+++ Provided entries +++

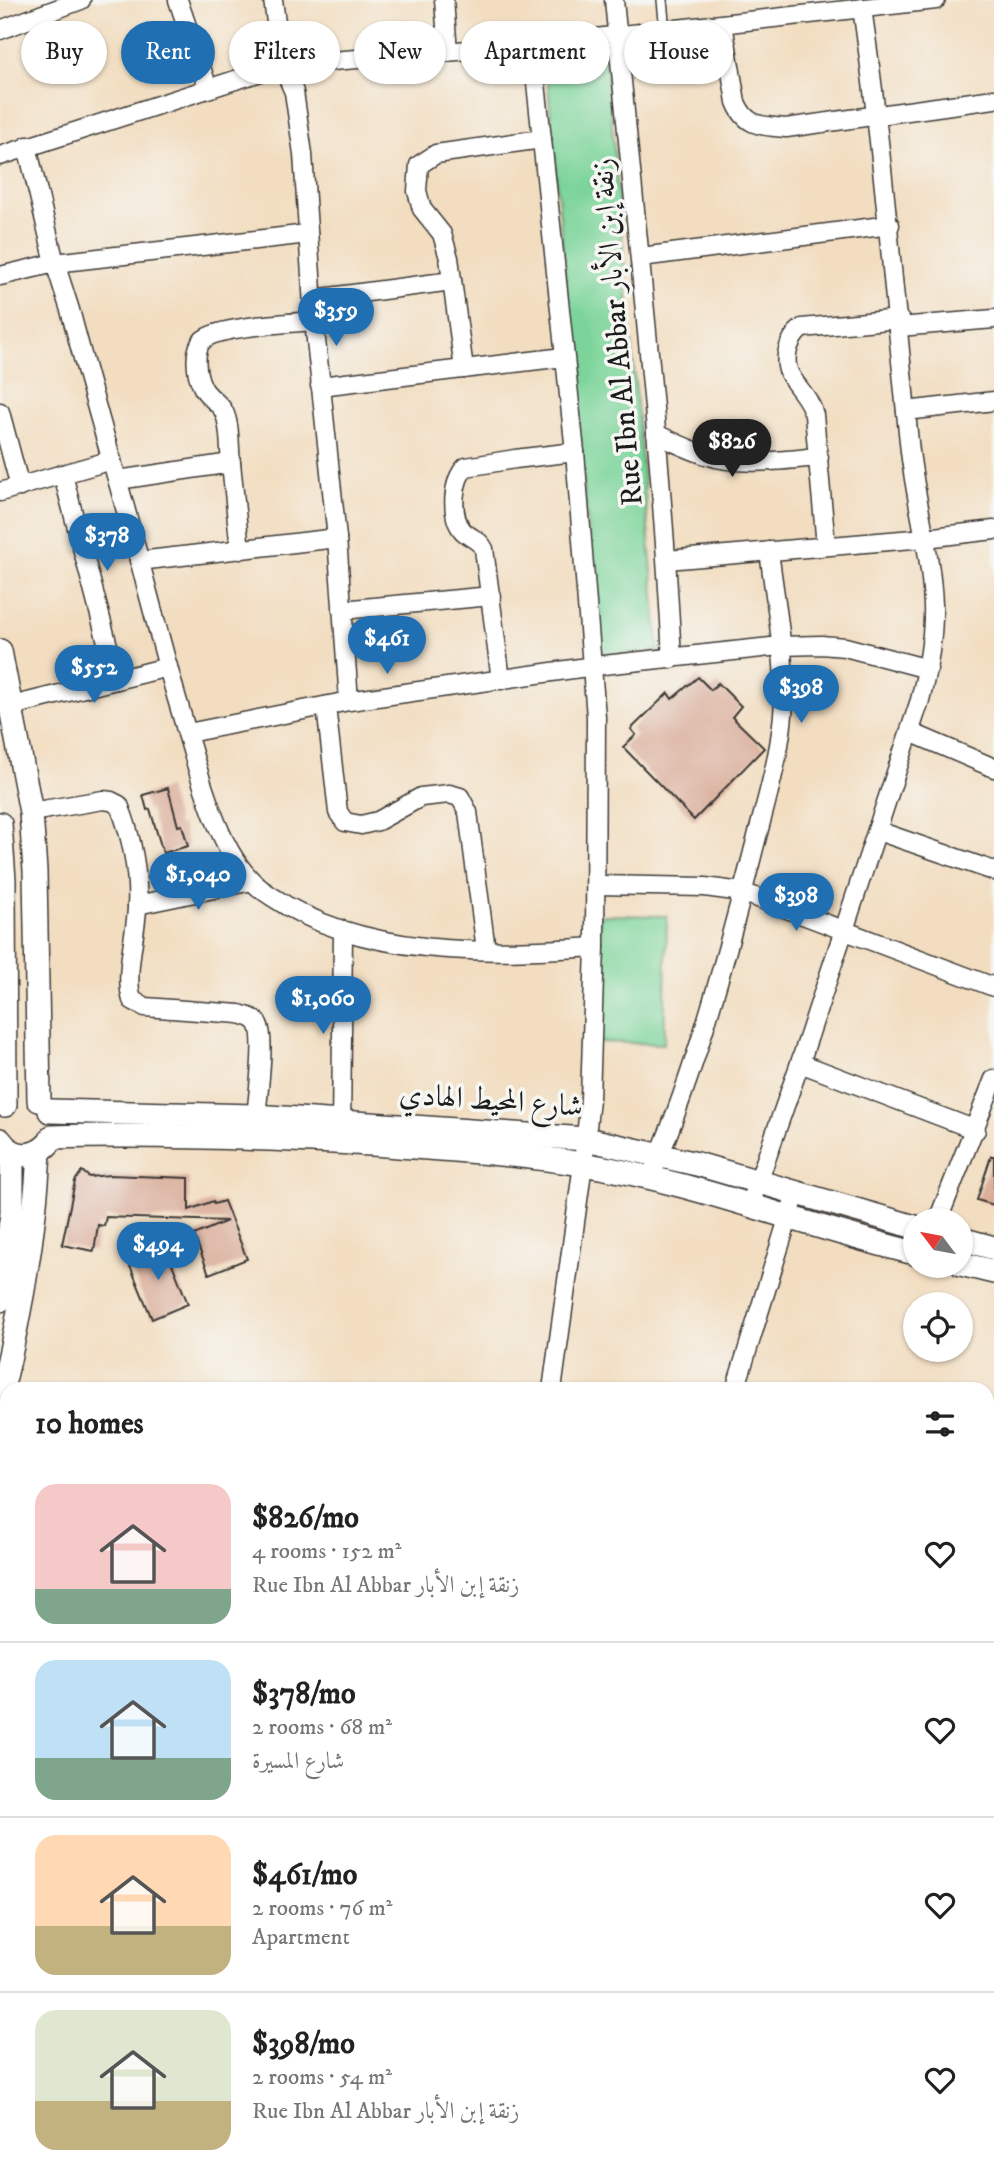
<!DOCTYPE html>
<html lang="en">
<head>
<meta charset="utf-8">
<style>
	body { margin:0; font-family:"IM FELL DW Pica",Amiri,serif; background:#f2f2f2; color:#222; height:100vh; display:flex; flex-direction:column; font-size:26px; white-space:nowrap }
	* { box-sizing:border-box; margin:0 }
	p { font-size:23px; color:#767676 }
	.icon { flex:none; width:38px; height:38px; fill:none; stroke:currentColor; stroke-width:2; stroke-linecap:round; stroke-linejoin:round }
	.map { position:relative; flex:1; overflow:hidden }
	.drawer { position:absolute; left:0px; top:1382px; width:994px; height:800px; display:flex; flex-direction:column; background:#fff; border-radius:21px 21px 0 0; box-shadow:0 2px 5px #0004 }
	.drawer>* { flex:none }
	.guide { position:absolute; left:21px; top:21px; width:952px; height:63px; display:flex; gap:14px }
	.needle { width:46px; rotate:302deg }
	.tools { position:absolute; left:903px; top:1208px; display:grid; gap:14px }
	.tools a { display:grid; place-items:center; width:70px; height:70px; border-radius:50%; background:#fff; box-shadow:0 2px 5px #0004; font-size:35px }
	.price { position:absolute; translate:-50% -60px; padding:0 16px; border-radius:24px; background:#1f6fb2; color:#fff; font-size:23px; line-height:46px; filter:drop-shadow(0 2px 4px #0008) }
	.price::after { content:''; position:absolute; left:50%; top:42px; width:21px; height:16px; margin-left:-10px; background:inherit; clip-path:polygon(0 0,100% 0,50% 100%) }
	.price.on { background:#222; color:#fff }
	ul { padding:0; list-style:none }
	li { display:flex; align-items:center; gap:21px; height:175px; padding:0 35px }
	li+li { border-top:2px solid #e0e0e0 }
	li span { display:grid; place-items:center; flex:none; width:196px; height:140px; border-radius:21px; color:#555 }
	li>.icon { margin-inline-start:auto }
	span .icon { width:84px; height:84px; fill:#fffc; stroke-width:1 }
	li b { font-size:30px }
	h2 { display:flex; justify-content:space-between; align-items:center; height:84px; padding:0 35px; font-size:30px }
	.chip { padding:0 24px; border-radius:32px; background:#fff; box-shadow:0 2px 5px #0004; font-size:24px; line-height:63px }
	.chip.on { background:#1f6fb2; color:#fff }
	.map>svg:first-child { display:block }
	.green { fill:#7bd49a; stroke:#4c785b; stroke-width:2 }
	.building { fill:#d9ab97 }
	.lines { fill:none; stroke-linecap:round; stroke-linejoin:round }
	.service-casing { stroke:#3c3935; stroke-width:12 }
	.minor-casing { stroke:#3c3935; stroke-width:21 }
	.tertiary-casing { stroke:#3c3935; stroke-width:26 }
	.secondary-casing { stroke:#3c3935; stroke-width:30 }
	.path { stroke:#3c3935; stroke-width:3.5; stroke-dasharray:2 5; stroke-linecap:butt }
	.service { stroke:#fff; stroke-width:9 }
	.minor { stroke:#fff; stroke-width:18 }
	.tertiary { stroke:#fff; stroke-width:23 }
	.secondary { stroke:#fce6c4; stroke-width:26 }
	.labels { text-anchor:middle; dominant-baseline:central; stroke-width:7; stroke-linejoin:round; paint-order:stroke }
	.street-label { font-size:30px; fill:#1c1c1c; stroke:#f6f6f2 }
</style>
</head>
<body>
<div class="map">
<svg width="994" height="2182" viewBox="0 0 994 2182">
	<rect width="100%" height="100%" fill="#f6f6f2"/>
	<filter id="ink" filterUnits="userSpaceOnUse"><feTurbulence type="fractalNoise" baseFrequency=".0143" numOctaves="2"/><feDisplacementMap in="SourceGraphic" scale="14" xChannelSelector="R" yChannelSelector="G"/><feConvolveMatrix kernelMatrix="1 2 1 2 8 2 1 2 1" color-interpolation-filters="sRGB"/></filter>
	<filter id="wash" filterUnits="userSpaceOnUse"><feTurbulence type="fractalNoise" baseFrequency=".00686" numOctaves="4" result="noise"/><feDisplacementMap in="SourceGraphic" scale="28" xChannelSelector="R" yChannelSelector="G"/><feGaussianBlur stdDeviation="1.57" result="paint"/><feColorMatrix in="noise" values="0 0 0 0 0 0 0 0 0 0 0 0 0 0 0 0 0 1.4 0 .05"/><feComposite in="paint" operator="in"/></filter>
	<g filter="url(#wash)">
		<rect width="100%" height="100%" fill="#f2ddc0"/>
		<g class="green">
			<path d="M606,58L659,651L599,656L546,63Z"/>
			<path d="M600,915L667,916L664,1044L597,1042Z"/>
			<path d="M987,1924L994,1927V2104L987,2124Z"/>
			<path d="M481,2175H576L578,2182H483Z"/>
			<path d="M822,2175H974L971,2182H823Z"/>
		</g>
		<g id="blocks">
			<g class="building">
				<path d="M698,677L711,690L718,683L741,706L732,717L764,748L694,820L623,747L636,735L631,729L668,693L672,699Z"/>
				<path d="M168,788L178,826L182,825L188,846L163,853L150,809L147,810L143,795Z"/>
				<path d="M991,1156H994V1205L977,1200Z"/>
				<path d="M82,1171L89,1177L110,1175L189,1178V1210L213,1201L214,1204L224,1201L247,1259L209,1274L194,1235L227,1221L106,1217L104,1226L98,1225L94,1251L62,1245L75,1181Z"/>
				<path d="M165,1246L188,1304L152,1319L128,1261Z"/>
			</g>
		</g>
	</g>
	<g filter="url(#ink)">
		<use href="#blocks" fill-opacity="0" stroke="#3c3935" stroke-width="2"/>
		<g class="lines">
			<defs>
				<g id="service">
					<path d="M662,0L665,31"/>
					<path d="M85,2175L87,2182"/>
					<path d="M365,2175L367,2182"/>
					<path d="M723,2175L731,2182"/>
				</g>
				<g id="minor">
					<path d="M178,0L208,88"/>
					<path d="M273,0L282,65L294,92L303,154L314,321L337,538L349,701"/>
					<path d="M444,0L448,52"/>
					<path d="M614,0C635,219 661,439 672,659"/>
					<path d="M723,24L736,102C746,127 762,126 786,128L994,99"/>
					<path d="M0,30L81,0"/>
					<path d="M532,45L575,452L596,717L595,947L590,1099L583,1164L552,1390"/>
					<path d="M27,146L55,263L70,310C85,367 101,423 117,479C138,552 156,626 177,699C191,745 209,819 234,858C243,873 256,887 271,896C362,958 490,954 595,947"/>
					<path d="M0,156L282,65L532,45L936,0"/>
					<path d="M641,257L890,225"/>
					<path d="M0,276L55,263L308,234"/>
					<path d="M314,299L452,281"/>
					<path d="M899,327L994,319"/>
					<path d="M464,369L449,258L442,234L422,209L417,191L419,165L436,154L542,139"/>
					<path d="M320,386L564,357"/>
					<path d="M906,411L994,401"/>
					<path d="M0,412L20,487"/>
					<path d="M656,434C672,441 689,450 706,455C741,467 783,460 819,457"/>
					<path d="M231,463C229,448 231,424 223,410C217,401 206,396 202,386C196,374 193,350 203,340C218,326 291,323 314,321"/>
					<path d="M63,475L117,680"/>
					<path d="M118,480L231,463L240,550"/>
					<path d="M0,492L112,460"/>
					<path d="M826,546L814,415C810,399 800,391 792,378C781,362 788,339 802,328L899,319"/>
					<path d="M667,560L925,538L994,530"/>
					<path d="M139,561L337,538"/>
					<path d="M342,610L491,596"/>
					<path d="M501,680L484,549C480,540 470,538 463,531C450,517 452,479 466,467L515,459L575,452"/>
					<path d="M12,706L168,667"/>
					<path d="M326,706L338,812L345,822L361,825L378,821L421,797L449,794L460,797L468,812L486,950"/>
					<path d="M910,732L994,768"/>
					<path d="M188,733L349,701L594,666L780,646L821,645L845,647L928,669"/>
					<path d="M31,812L103,800L111,801L119,805C132,836 139,875 137,908C136,935 124,974 132,1000L145,1007L239,1014C246,1016 254,1017 258,1024C267,1039 256,1108 255,1129"/>
					<path d="M878,831L994,871"/>
					<path d="M596,885L705,887L742,892L994,987"/>
					<path d="M137,905L252,881"/>
					<path d="M800,1063L976,1130"/>
					<path d="M341,1134L343,931"/>
					<path d="M655,1166C697,1066 725,960 752,856C765,804 782,753 784,700C785,651 775,600 769,551"/>
					<path d="M750,1205L800,1063L920,700C928,669 934,638 933,605C931,550 914,497 909,442C894,297 883,152 862,8"/>
					<path d="M938,1220L994,1079"/>
					<path d="M735,1390L796,1193"/>
					<path d="M0,1519L7,1517"/>
					<path d="M0,1625L7,1662"/>
					<path d="M987,1628L994,1630"/>
					<path d="M0,1760L7,1759"/>
					<path d="M987,1837L994,1840"/>
					<path d="M0,1915L7,1914"/>
					<path d="M0,2068L7,2067"/>
					<path d="M669,2175L670,2182"/>
				</g>
				<g id="tertiary">
					<path d="M0,651L31,812L35,871L39,1100"/>
					<path d="M0,824L4,880L5,1105"/>
					<path d="M50,1111L255,1116L586,1139L697,1164L915,1227"/>
					<path d="M52,1137C159,1134 265,1138 371,1144C441,1149 512,1153 582,1164C696,1182 803,1226 915,1253"/>
					<path d="M0,1140C13,1159 34,1159 49,1143"/>
					<path d="M961,1239L994,1248"/>
					<path d="M961,1264L994,1272"/>
					<path d="M0,1300L12,1214V1153"/>
					<path d="M0,1398C20,1317 35,1235 39,1152"/>
				</g>
				<g id="secondary">
					<path d="M987,1476L994,1457"/>
					<path d="M987,1547L994,1528"/>
					<path d="M0,2156L7,2155"/>
					<path d="M28,2182L58,2175"/>
				</g>
			</defs>
			<use href="#service" class="service-casing"/>
			<use href="#minor" class="minor-casing"/>
			<use href="#tertiary" class="tertiary-casing"/>
			<use href="#secondary" class="secondary-casing"/>
			<path class="path" d="M987,1587L994,1568"/>
			<use href="#service" class="service"/>
			<use href="#minor" class="minor"/>
			<use href="#tertiary" class="tertiary"/>
			<use href="#secondary" class="secondary"/>
		</g>
	</g>
	<g class="labels">
		<g class="street-label">
			<text transform="translate(618 332) rotate(-95)">Rue Ibn Al Abbar زنقة إبن الأبار</text>
			<text transform="translate(491 1101) rotate(4)">شارع المحيط الهادي</text>
		</g>
	</g>
</svg>
<div class="tools">
<a><svg class="needle" viewBox="-14 -14 28 28"><path d="M0-13l5 13h-10z" fill="#e53935"/><path d="M0 13l5-13h-10z" fill="#767676"/></svg></a>
<a><svg class="icon" aria-label="locate" viewBox="0 0 24 24"><circle cx="12" cy="12" r="6"/><path d="M12 2v4M12 18v4M2 12h4M18 12h4"/></svg></a>
</div>
<b class="price" style="left:336px;top:348px">$359</b>
<b class="price on" style="left:732px;top:479px">$826</b>
<b class="price" style="left:107px;top:573px">$378</b>
<b class="price" style="left:387px;top:676px">$461</b>
<b class="price" style="left:94px;top:705px">$552</b>
<b class="price" style="left:801px;top:725px">$398</b>
<b class="price" style="left:198px;top:912px">$1,040</b>
<b class="price" style="left:796px;top:933px">$398</b>
<b class="price" style="left:323px;top:1036px">$1,060</b>
<b class="price" style="left:158px;top:1282px">$494</b>
<div class="guide">
<a class="chip">Buy</a>
<a class="chip on">Rent</a>
<a class="chip">Filters</a>
<a class="chip">New</a>
<a class="chip">Apartment</a>
<a class="chip">House</a>
</div>
<section class="drawer">
<h2>10 homes<svg class="icon" aria-label="filters" viewBox="0 0 24 24"><path d="M4 7h16M4 17h16"/><circle cx="9" cy="7" r="2"/><circle cx="15" cy="17" r="2"/></svg></h2>
<ul>
<li><span style="background:linear-gradient(#f6c9c9 75%,#7fa58c 0)"><svg class="icon" aria-label="home" viewBox="0 0 24 24"><path d="M3 11l9-7 9 7M6 9v11h12V9"/></svg></span><div><b>$826/mo</b><p>4 rooms · 152 m²</p><p>Rue Ibn Al Abbar زنقة إبن الأبار</p></div><svg class="icon" aria-label="heart" viewBox="0 0 24 24"><path d="M12 20l-8-8c-3-5 5-10 8-4 3-6 11-1 8 4z"/></svg></li>
<li><span style="background:linear-gradient(#bfe0f5 70%,#7fa58c 0)"><svg class="icon" aria-label="home" viewBox="0 0 24 24"><path d="M3 11l9-7 9 7M6 9v11h12V9"/></svg></span><div><b>$378/mo</b><p>2 rooms · 68 m²</p><p>شارع المسيرة</p></div><svg class="icon" aria-label="heart" viewBox="0 0 24 24"><path d="M12 20l-8-8c-3-5 5-10 8-4 3-6 11-1 8 4z"/></svg></li>
<li><span style="background:linear-gradient(#ffd9b3 65%,#c2b280 0)"><svg class="icon" aria-label="home" viewBox="0 0 24 24"><path d="M3 11l9-7 9 7M6 9v11h12V9"/></svg></span><div><b>$461/mo</b><p>2 rooms · 76 m²</p><p>Apartment</p></div><svg class="icon" aria-label="heart" viewBox="0 0 24 24"><path d="M12 20l-8-8c-3-5 5-10 8-4 3-6 11-1 8 4z"/></svg></li>
<li><span style="background:linear-gradient(#dfe7d0 65%,#c2b280 0)"><svg class="icon" aria-label="home" viewBox="0 0 24 24"><path d="M3 11l9-7 9 7M6 9v11h12V9"/></svg></span><div><b>$398/mo</b><p>2 rooms · 54 m²</p><p>Rue Ibn Al Abbar زنقة إبن الأبار</p></div><svg class="icon" aria-label="heart" viewBox="0 0 24 24"><path d="M12 20l-8-8c-3-5 5-10 8-4 3-6 11-1 8 4z"/></svg></li>
</ul>
</section>
</div>
</body>
</html>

+++

Copy each line of the data above that holds "center".

# [Exercise solution]
	.tools a { display:grid; place-items:center; width:70px; height:70px; border-radius:50%; background:#fff; box-shadow:0 2px 5px #0004; font-size:35px }
	li { display:flex; align-items:center; gap:21px; height:175px; padding:0 35px }
	li span { display:grid; place-items:center; flex:none; width:196px; height:140px; border-radius:21px; color:#555 }
	h2 { display:flex; justify-content:space-between; align-items:center; height:84px; padding:0 35px; font-size:30px }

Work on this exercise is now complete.